Мимо ряда дверей с именами и фамилиями дама поднялась в четвертый этаж. Здесь на двери была надпись: «Петр Петрович Бем».
Дама, супруга господина Бема, хозяйской рукой позвонила громко и нетерпеливо. Когда, наконец, отворили, Лидия Ивановна вошла в переднюю и спросила:
– Барин дома? А где Лиза?
Маленькая шустрая девчонка, Агашка, исполнявшая роль подгорничной, отвечала крайне печальным тоном:
– Барин не приходили. А Лиза на свадьбу ушла. Лидия Ивановна улыбнулась.

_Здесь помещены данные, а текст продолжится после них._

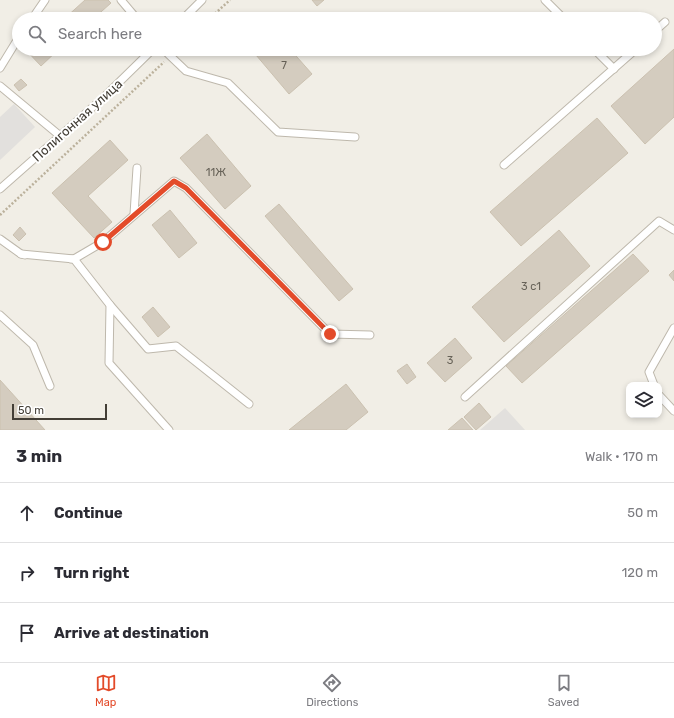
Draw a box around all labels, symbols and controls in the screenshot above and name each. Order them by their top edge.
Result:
search box [12,12,662,56]
icon: search [26,23,48,45]
text: Search here [58,25,142,43]
house number: 7 [281,59,287,72]
street label: Полигонная улица [29,76,125,165]
house number: 11Ж [206,166,226,179]
route start [94,233,112,251]
house number: 3 с1 [521,280,541,293]
route end [321,325,339,343]
house number: 3 [447,354,454,367]
map controls [626,382,662,418]
button: layers [626,382,662,418]
scale bar [12,402,107,421]
text: 50 m [18,404,44,417]
text: 3 min [16,446,62,466]
text: Walk · 170 m [585,449,658,464]
icon: ahead [16,502,38,524]
text: Continue [54,504,123,522]
text: 50 m [627,505,658,520]
icon: right [16,562,38,584]
text: Turn right [54,564,129,582]
text: 120 m [622,565,658,580]
icon: arrive [16,622,38,644]
text: Arrive at destination [54,624,209,642]
tab: Map [95,672,117,709]
tab: Directions [306,672,358,709]
tab: Saved [548,672,579,709]

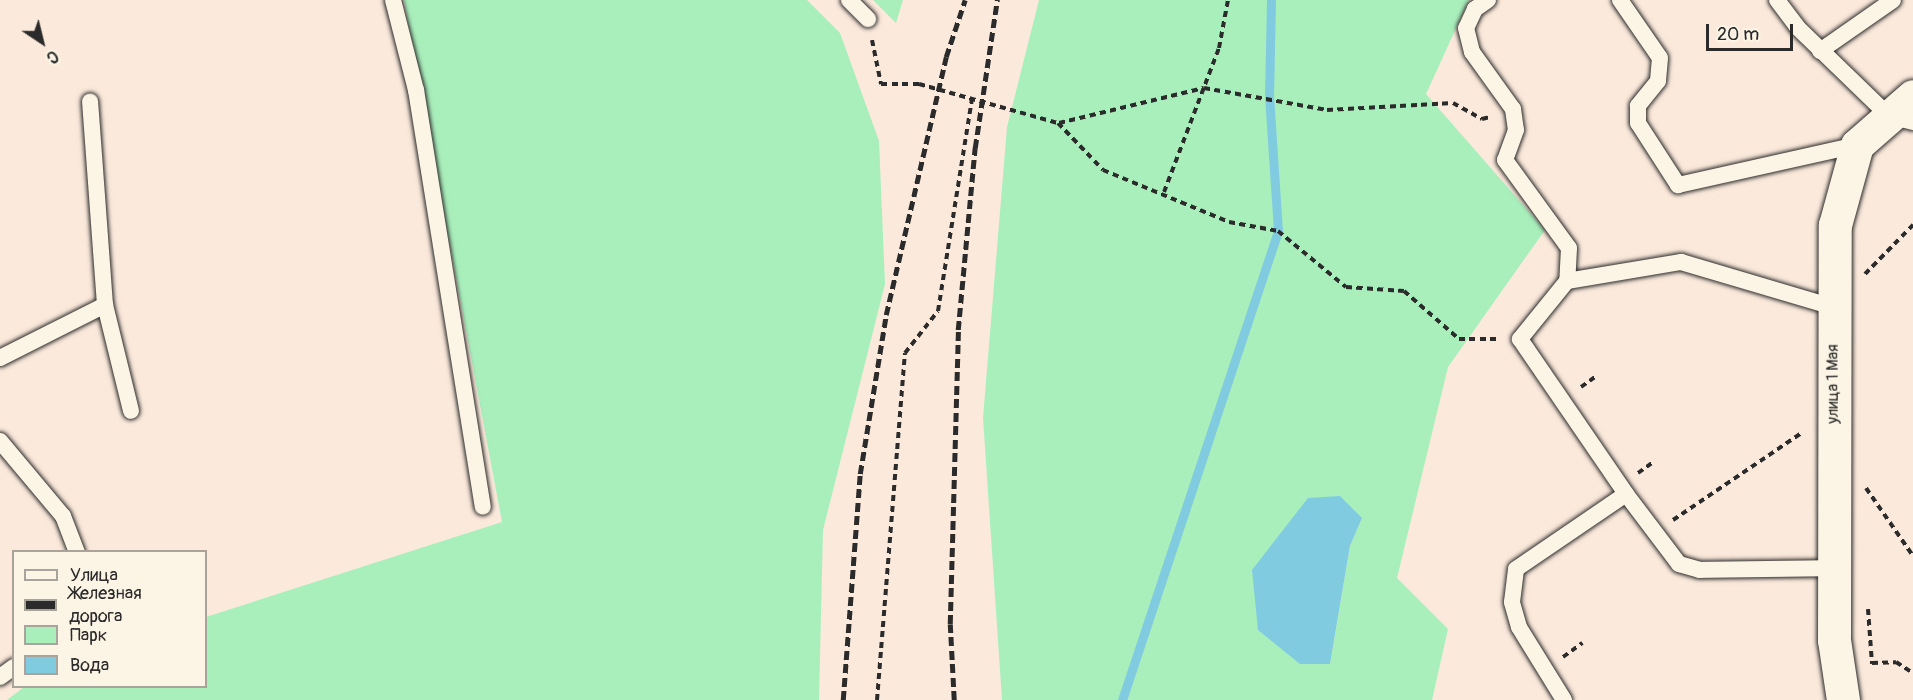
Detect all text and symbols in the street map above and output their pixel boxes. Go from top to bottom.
north arrow [12,12,72,72]
scale bar [1709,12,1796,50]
text: 20 m [1717,23,1759,46]
text: С [43,46,62,68]
street label: улица 1 Мая [1823,344,1843,424]
legend [12,550,207,688]
text: Улица [70,564,118,587]
text: Железная дорога [69,582,142,628]
text: Парк [70,624,107,647]
text: Вода [70,654,109,677]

– Ах, да, помню, в первый этаж. А разве уж одели невесту? И в церковь уехали?
Агаша ожила.
– Какой там! Я сейчас бегала. Никого гостей почти нет. Да и невесту причесывают – причесать не могут.
– В самом деле? Поди-ка, Агаша, скажи там Лизе, пусть приведут невесту ко мне, я ее причешу. И гости пусть все сюда приходят. Барина дома нет…
Лидия Ивановна очень обрадовалась неожиданному развлечению, и когда привели невесту, принесли вуаль и цветы – она с удовольствием принялась за дело. Невеста была совсем бедная девушка, жившая в кухарках у старой барыни, робкая и скромная. Брал ее дворник соседнего дома.
С невестой пришла ее единственная родственница, худая и с таким малым количеством светлых волос, что при первом взгляде их трудно было заметить. Впрочем, шелковое пышное платье зеленого цвета придавало ей внушительный вид.
Решили ехать в церковь прямо из квартиры Лидии Ивановны. Скоро вся кухня, довольно большая, наполнилась принаряженными девушками, гостями… Разнообразие костюмов было поразительно. Но самым ярким пятном выделялась горничная из девятнадцатого номера, в голубом платье с розовыми букетами. На лестнице ее прозвали Агашей-толстой, в отличие от Агаши-маленькой, подгорничной Лидии Ивановны. Агаша-толстая была недурна, с узким лбом, черными глазками навыкате и крошечным носиком. Она немного пришепетывала. Теперь ее круглое лицо пылало от волнения. Ей так хотелось быть сегодня поинтереснее, получше. Девушки приглашали знакомых кавалеров – и она пригласила от себя своего знакомого и даже земляка – Лаврентия Кор-вина. Лаврентия взяли в солдаты. Он был уже унтер-офицер и через полтора года кончал службу.